Hasilnya, panen raya jagung baru saja berlangsung. Kepala Desa Ngasinan, Purwadi, mengonfirmasi langsung keberhasilan panen perdana ini saat ditemui di lokasi, baru-baru ini.

Dari Lahan Tidur ke Lumbung Pangan Desa

Proyek ini merupakan hasil kolaborasi antara pemerintah desa, BUMDes, dan kelompok tani setempat. Lahan di bantaran sungai yang selama ini dibiarkan terbengkalai, dibersihkan dan diolah secara bertahap.

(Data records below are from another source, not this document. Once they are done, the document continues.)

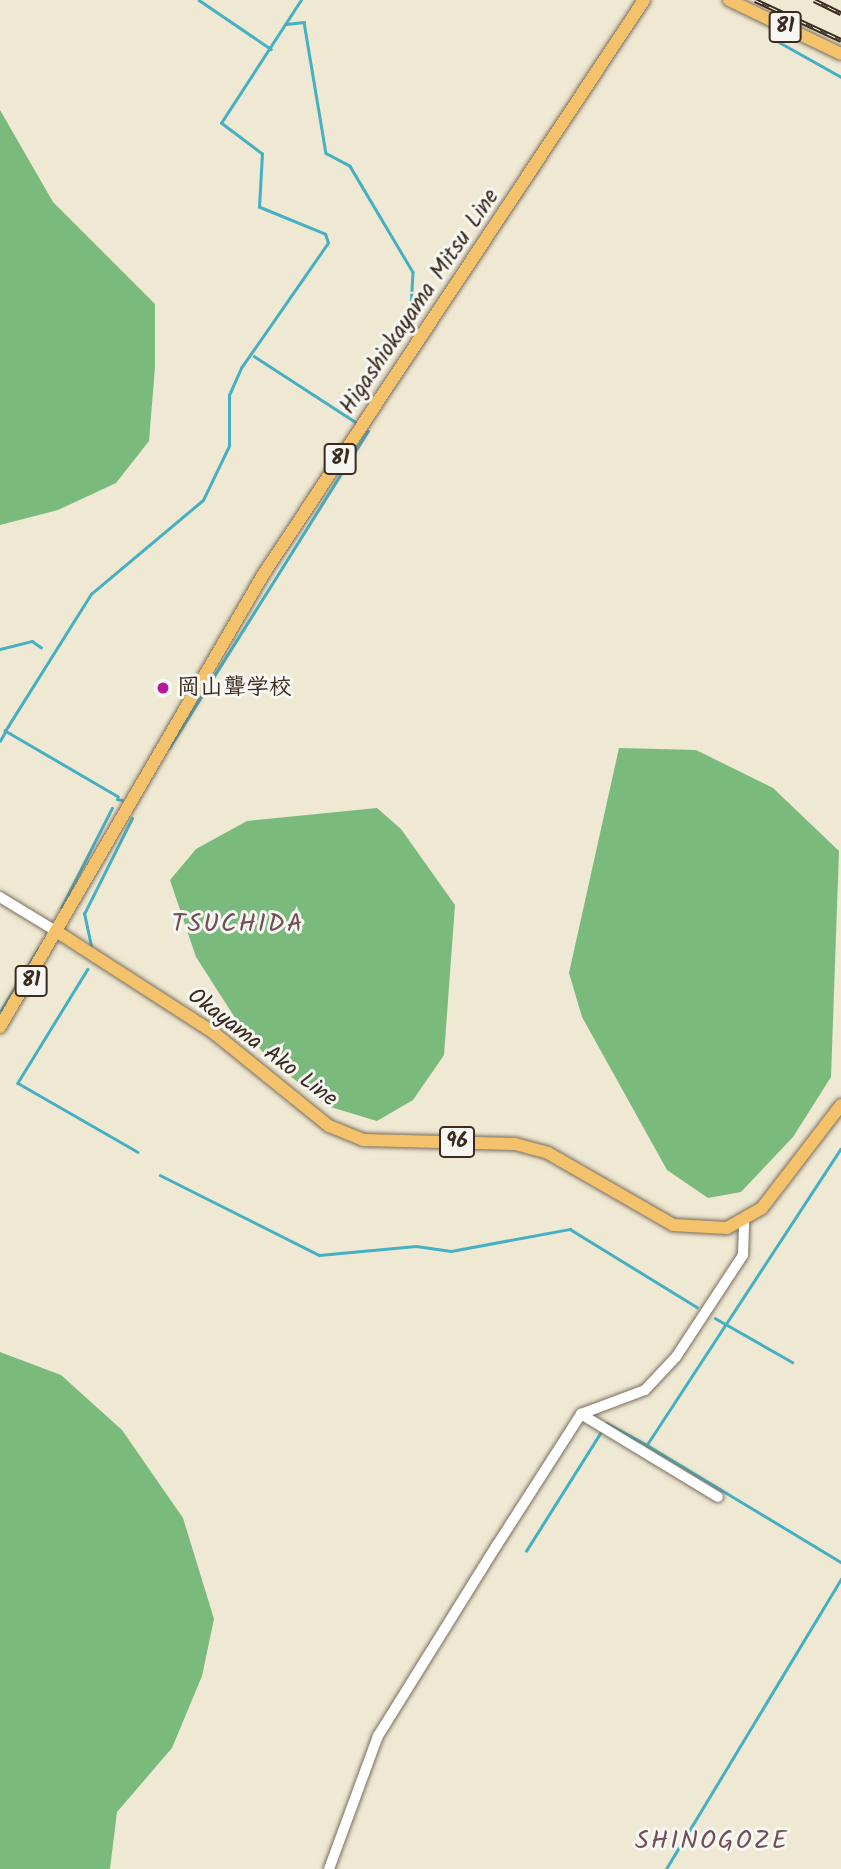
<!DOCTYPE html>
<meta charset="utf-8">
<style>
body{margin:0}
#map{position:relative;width:841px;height:1869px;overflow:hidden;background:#efe9d3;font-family:Kalam,"Klee One",sans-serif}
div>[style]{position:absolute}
.forest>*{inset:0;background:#7aba7c}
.stream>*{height:2.5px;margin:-1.25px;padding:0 1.25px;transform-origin:1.25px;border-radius:1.25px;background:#45b0c3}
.roads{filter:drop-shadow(0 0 2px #7a6d5d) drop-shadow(0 0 2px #7a6d5d)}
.tertiary>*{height:10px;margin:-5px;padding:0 5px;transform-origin:5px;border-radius:5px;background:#fff}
.primary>*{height:12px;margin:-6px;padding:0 6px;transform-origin:6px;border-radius:6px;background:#f3c26a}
.rail>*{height:5px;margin-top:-2.5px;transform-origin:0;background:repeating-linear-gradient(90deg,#f6f6f2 0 8px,#3b2a1e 0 16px);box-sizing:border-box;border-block:2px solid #3b2a1e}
.dots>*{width:19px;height:19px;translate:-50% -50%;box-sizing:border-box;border:4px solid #f6f6f2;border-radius:50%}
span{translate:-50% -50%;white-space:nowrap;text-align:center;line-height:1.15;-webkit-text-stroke:6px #f6f6f2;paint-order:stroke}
.shield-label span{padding:2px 5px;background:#f6f6f2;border:2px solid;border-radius:5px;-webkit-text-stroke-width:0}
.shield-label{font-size:21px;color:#3b2a1e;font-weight:700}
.street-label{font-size:23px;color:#3b2a1e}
.poi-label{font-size:23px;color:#3b2a1e;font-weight:700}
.left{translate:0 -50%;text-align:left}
.quarter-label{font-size:26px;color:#724f54;letter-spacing:2px}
</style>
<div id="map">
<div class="forest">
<i style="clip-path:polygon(0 110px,53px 202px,155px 304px,155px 367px,149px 441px,116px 483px,58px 510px,0 525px)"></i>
<i style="clip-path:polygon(619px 748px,696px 750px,773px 788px,839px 851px,831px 1077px,793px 1137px,741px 1192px,708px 1198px,667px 1170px,582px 1017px,569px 973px)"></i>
<i style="clip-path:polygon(377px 808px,401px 829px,455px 905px,444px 1055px,413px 1100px,377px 1121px,327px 1106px,267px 1057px,239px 1024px,196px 957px,170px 880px,196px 849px,247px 821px)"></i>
<i style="clip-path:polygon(0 1352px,61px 1375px,122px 1430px,183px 1518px,214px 1619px,202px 1676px,172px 1748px,117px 1812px,110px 1869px,0 1869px)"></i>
</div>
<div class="stream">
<i style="left:199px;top:0;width:87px;rotate:34.2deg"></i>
<i style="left:286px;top:24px;width:18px;rotate:-6deg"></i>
<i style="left:304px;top:22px;width:133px;rotate:80.5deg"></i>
<i style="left:326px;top:153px;width:27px;rotate:28deg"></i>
<i style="left:350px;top:166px;width:123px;rotate:59.3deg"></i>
<i style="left:413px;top:272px;width:18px;rotate:93deg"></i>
<i style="left:779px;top:42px;width:71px;rotate:29.4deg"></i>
<i style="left:254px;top:356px;width:123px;rotate:33deg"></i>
<i style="left:347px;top:416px;width:117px;rotate:-57.5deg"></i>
<i style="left:410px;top:317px;width:22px;rotate:-87deg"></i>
<i style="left:0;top:649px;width:33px;rotate:-14deg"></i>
<i style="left:32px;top:641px;width:11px;rotate:34deg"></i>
<i style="left:0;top:741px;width:10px;rotate:-61deg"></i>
<i style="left:169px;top:748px;width:374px;rotate:-57.9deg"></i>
<i style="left:118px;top:797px;width:131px;rotate:-149.7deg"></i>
<i style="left:5px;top:731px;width:162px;rotate:-57.9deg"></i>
<i style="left:91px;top:594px;width:146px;rotate:-40deg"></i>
<i style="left:203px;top:500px;width:60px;rotate:-64.3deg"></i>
<i style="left:229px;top:446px;width:51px;rotate:-90deg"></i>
<i style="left:229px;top:395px;width:30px;rotate:-66deg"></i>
<i style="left:241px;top:368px;width:152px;rotate:-55.2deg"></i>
<i style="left:328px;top:243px;width:9px;rotate:-108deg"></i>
<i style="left:325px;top:234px;width:71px;rotate:-157.8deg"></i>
<i style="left:259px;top:207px;width:53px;rotate:-86.8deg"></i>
<i style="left:262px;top:154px;width:51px;rotate:-142.9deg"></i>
<i style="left:221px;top:123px;width:147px;rotate:-57deg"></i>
<i style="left:117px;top:799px;width:5px;rotate:11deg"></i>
<i style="left:61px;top:908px;width:112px;rotate:-63deg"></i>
<i style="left:91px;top:946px;width:33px;rotate:-102deg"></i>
<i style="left:84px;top:914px;width:107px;rotate:-63.4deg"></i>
<i style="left:88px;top:969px;width:134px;rotate:121.6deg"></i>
<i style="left:18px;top:1083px;width:138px;rotate:29.9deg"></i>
<i style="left:0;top:1012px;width:74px;rotate:-58.9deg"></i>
<i style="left:841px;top:1149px;width:354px;rotate:123.2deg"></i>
<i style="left:647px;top:1445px;width:227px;rotate:31.1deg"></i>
<i style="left:160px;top:1175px;width:178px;rotate:26.7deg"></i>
<i style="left:319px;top:1255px;width:97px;rotate:-5.3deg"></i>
<i style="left:416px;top:1246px;width:35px;rotate:8deg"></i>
<i style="left:451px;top:1251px;width:121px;rotate:-10.5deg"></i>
<i style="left:570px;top:1229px;width:149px;rotate:31.6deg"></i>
<i style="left:715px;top:1318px;width:89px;rotate:29.7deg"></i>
<i style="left:607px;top:1423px;width:46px;rotate:28.8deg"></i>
<i style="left:526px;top:1551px;width:141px;rotate:-57.8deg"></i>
<i style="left:666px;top:1869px;width:339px;rotate:-58.9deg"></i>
</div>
<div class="roads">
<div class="tertiary">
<i style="left:0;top:897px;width:69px;rotate:31.4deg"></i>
<i style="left:581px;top:1414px;width:160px;rotate:31.2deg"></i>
<i style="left:329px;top:1869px;width:142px;rotate:-69.8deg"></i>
<i style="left:378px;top:1736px;width:225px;rotate:-58.1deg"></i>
<i style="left:497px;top:1545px;width:156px;rotate:-57.3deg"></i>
<i style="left:581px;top:1414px;width:68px;rotate:-20.6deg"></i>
<i style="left:645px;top:1390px;width:45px;rotate:-46.8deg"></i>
<i style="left:676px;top:1357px;width:122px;rotate:-56.7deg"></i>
<i style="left:743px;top:1255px;width:34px;rotate:-88deg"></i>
</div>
<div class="primary">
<i style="left:729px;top:0;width:124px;rotate:25.7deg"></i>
<i style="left:59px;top:933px;width:184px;rotate:32.8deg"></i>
<i style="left:214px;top:1033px;width:148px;rotate:39deg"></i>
<i style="left:329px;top:1126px;width:37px;rotate:22deg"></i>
<i style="left:363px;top:1140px;width:152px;rotate:1.5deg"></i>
<i style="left:515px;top:1144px;width:34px;rotate:15deg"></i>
<i style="left:548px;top:1153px;width:144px;rotate:29.9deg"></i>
<i style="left:673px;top:1225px;width:54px;rotate:3.2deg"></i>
<i style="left:727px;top:1228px;width:40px;rotate:-29.7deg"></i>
<i style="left:762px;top:1208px;width:130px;rotate:-52.5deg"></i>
<i style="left:0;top:1027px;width:523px;rotate:-59.81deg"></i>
<i style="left:263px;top:575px;width:690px;rotate:-56.47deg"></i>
</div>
</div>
<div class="rail">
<i style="left:755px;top:0;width:95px;rotate:24.9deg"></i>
<i style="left:814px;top:0;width:30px;rotate:26deg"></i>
</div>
<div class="dots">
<i style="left:163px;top:688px;background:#b5179e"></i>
</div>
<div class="shield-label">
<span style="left:785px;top:27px">81</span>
<span style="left:340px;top:459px">81</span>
<span style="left:31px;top:981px">81</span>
<span style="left:457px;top:1142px">96</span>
</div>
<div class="street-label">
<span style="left:420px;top:302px;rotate:-56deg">Higashiokayama Mitsu Line</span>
<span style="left:262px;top:1048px;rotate:37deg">Okayama Ako Line</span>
</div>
<div class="poi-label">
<span class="left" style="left:177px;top:688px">岡山聾学校</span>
</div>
<div class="quarter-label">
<span style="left:238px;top:925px">TSUCHIDA</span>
<span style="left:712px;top:1842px">SHINOGOZE</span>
</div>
</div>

Purwadi menyebut, program ini tidak hanya berorientasi pada hasil panen. Tujuan utamanya adalah membangun kemandirian pangan desa sekaligus membuka lapangan kerja baru bagi warga sekitar.

Panen Raya Jadi Bukti Awal Keberhasilan

Panen raya jagung kali ini dinilai sebagai indikator awal bahwa lahan tepi sungai memiliki potensi besar jika dikelola dengan serius. Para petani yang tergabung dalam kelompok tani binaan BUMDes mengaku optimistis dengan musim tanam berikutnya.

“Kami melihat antusiasme warga sangat tinggi. Ini menjadi modal sosial yang penting untuk pengembangan ke depan,” ujar Purwadi.

Target: Agrowisata untuk Edukasi dan Ekonomi Desa

Pemerintah Desa Ngasinan tidak berhenti pada panen jagung. Kawasan pertanian terpadu ini diproyeksikan menjadi destinasi agrowisata yang mendukung perekonomian desa sekaligus menjadi sarana edukasi bagi masyarakat.

Rencananya, area tersebut akan dilengkapi dengan jalur trekking, area belajar bercocok tanam, dan pusat penjualan hasil bumi. Purwadi menambahkan, konsep agrowisata ini diharapkan bisa menarik pengunjung dari luar kecamatan, terutama pelajar dan komunitas pecinta alam.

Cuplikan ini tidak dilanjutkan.